Mrs. Mercedes Leah Wale-Gigataras
Mrs. Mercedes Leah Wale-Gigataras was raised in a family whose love in helping the less-fortunate and those from the far-flung areas is innate.
Mercy, as she is fondly called, has been serving the University for five years. During the first three years, she was a project-based worker at the Silliman University Extension Program (SUEP) for the HIV/AIDS Prevention Program funded by Bread for the World, an international non-government organization.
She confesses how she finds it unbelievable to have survived working for the out-of-school youth in the squatter areas of Dumaguete City.
“I have learned so much on how to adjust to different kinds of people. Now, I consider it an asset, with this kind of work that I have that deals more with the community and the different departments inside the University,” she says of her experiences.
The next two years to date, she serves as the Secretary of the SUEP.
Mercy could have pursued medicine with her undergraduate degree, Bachelor of Science in Biology, and become a doctor like her parents, but she chose another track. Instead, she studied Bachelor of Laws at the University of Negros Occidental-Recoletos in Bacolod City and completed it in 2008.
For her, being with Silliman University is a great privilege. Though she completed her high school and college education in Silliman, she admits: “I did not expect to be hired to work in Silliman.”
Like quite a number whose parents are working in Silliman, Mercy is certain that she spent most of her life inside the Silliman campus. In fact, she has so many unforgettable stories to tell including how she met her better half, Giovanni A. Gigataras, another Sillimanian who holds a degree in Political Science.
Mercy and Giovanni are blessed with three children: Gaea Leanna, 12; Gabrielle Gael, 7; and Giomell Emmanuel, 5. She considers her family a blessing — at the end of a very tiring day in the office, her family always gives her the reason to be happy.
Going back to her parents, it is from them that Mercy developed her love for community work.
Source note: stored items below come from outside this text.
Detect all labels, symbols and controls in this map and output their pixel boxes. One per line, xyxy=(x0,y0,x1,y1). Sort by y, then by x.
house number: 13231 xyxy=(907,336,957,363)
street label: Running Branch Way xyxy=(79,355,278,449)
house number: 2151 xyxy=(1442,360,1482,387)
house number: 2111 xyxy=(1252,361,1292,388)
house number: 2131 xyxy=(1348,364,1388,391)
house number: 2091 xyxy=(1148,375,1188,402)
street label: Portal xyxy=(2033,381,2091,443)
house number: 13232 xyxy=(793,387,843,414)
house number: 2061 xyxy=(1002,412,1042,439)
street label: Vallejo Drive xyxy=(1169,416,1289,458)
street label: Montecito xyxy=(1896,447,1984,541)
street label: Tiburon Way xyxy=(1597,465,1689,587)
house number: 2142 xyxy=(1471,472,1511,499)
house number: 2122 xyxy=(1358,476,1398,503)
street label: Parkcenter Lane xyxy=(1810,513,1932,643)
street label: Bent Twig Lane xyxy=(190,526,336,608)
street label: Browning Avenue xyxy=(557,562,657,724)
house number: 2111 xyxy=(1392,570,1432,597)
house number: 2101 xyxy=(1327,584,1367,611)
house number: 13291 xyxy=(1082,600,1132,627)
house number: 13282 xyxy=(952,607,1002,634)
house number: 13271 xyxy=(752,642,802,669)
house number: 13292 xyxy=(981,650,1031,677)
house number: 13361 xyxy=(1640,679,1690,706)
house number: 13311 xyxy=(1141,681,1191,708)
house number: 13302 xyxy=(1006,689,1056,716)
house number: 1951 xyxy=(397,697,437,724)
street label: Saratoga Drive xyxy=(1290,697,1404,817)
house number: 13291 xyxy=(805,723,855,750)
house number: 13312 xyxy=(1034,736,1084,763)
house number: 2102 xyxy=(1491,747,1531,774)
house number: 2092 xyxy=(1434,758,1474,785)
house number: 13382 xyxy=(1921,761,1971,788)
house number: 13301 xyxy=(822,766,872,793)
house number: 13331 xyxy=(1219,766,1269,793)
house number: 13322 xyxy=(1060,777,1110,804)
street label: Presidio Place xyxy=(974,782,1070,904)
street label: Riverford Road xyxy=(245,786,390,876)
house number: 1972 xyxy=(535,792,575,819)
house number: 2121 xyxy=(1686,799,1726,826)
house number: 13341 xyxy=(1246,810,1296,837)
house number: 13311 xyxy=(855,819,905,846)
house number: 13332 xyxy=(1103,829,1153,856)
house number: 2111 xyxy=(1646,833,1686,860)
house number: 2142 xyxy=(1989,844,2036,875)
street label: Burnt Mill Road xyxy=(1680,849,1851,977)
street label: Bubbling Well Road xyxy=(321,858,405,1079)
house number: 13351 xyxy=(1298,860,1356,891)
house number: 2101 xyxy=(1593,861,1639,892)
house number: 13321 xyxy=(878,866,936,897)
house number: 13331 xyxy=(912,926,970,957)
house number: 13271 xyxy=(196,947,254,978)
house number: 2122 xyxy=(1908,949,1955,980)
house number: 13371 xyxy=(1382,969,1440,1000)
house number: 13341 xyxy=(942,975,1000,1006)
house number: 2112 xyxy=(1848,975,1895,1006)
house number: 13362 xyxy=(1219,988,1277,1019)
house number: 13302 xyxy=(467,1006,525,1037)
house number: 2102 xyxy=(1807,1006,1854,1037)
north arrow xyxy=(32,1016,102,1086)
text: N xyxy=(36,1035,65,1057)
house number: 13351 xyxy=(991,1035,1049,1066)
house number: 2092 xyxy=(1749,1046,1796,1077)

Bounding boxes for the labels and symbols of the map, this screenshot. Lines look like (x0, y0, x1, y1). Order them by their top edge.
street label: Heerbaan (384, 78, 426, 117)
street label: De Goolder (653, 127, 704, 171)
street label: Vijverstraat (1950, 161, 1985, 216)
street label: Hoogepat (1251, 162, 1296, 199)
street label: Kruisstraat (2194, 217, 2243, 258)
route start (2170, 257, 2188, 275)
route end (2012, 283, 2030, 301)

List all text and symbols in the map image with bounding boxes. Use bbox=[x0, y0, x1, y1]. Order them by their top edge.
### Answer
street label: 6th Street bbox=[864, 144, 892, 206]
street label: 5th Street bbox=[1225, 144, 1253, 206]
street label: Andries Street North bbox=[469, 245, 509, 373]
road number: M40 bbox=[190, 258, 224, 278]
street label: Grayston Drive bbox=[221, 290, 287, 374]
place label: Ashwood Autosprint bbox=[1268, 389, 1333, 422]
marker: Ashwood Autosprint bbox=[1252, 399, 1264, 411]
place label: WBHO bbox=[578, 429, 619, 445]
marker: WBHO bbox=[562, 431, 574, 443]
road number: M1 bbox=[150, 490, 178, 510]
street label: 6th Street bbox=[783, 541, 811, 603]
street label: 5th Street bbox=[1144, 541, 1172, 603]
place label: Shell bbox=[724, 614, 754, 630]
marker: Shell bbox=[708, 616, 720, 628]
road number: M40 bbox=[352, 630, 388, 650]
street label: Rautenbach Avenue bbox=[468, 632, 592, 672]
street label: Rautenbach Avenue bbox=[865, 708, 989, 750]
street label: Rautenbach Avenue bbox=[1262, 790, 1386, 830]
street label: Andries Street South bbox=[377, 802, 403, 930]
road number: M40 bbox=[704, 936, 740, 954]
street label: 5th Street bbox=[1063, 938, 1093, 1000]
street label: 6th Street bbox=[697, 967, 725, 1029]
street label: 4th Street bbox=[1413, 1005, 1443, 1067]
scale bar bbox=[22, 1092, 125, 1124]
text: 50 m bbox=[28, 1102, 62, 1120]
Her parents, Dr. Sebellon and Dr. Fe Wale, exposed her to service to the poor and indigents. They were medical doctors who chose to serve in the far-flung areas of Negros Oriental. Her parents pioneered the extension program of the University, and Dr. Fe continues to be involved in the healthcare program of the Silliman University Marina Mission Clinic.
Let’s know more about Mercy.
Describe yourself in three words.
Beautiful. Friendly. Flexible.
What is your mantra in life?
“Do unto others what you want others to do unto you.”
What makes you laugh/cry?
I cry when something bad happens to a family member or to a friend. I would easily laugh over simple funny jokes.
What’s your favorite time/day of the week and why?
I love weekends — it's when I get to spend time with my family and friends.
What do you love doing when not working?
I am fond of surfing the Net and reading articles.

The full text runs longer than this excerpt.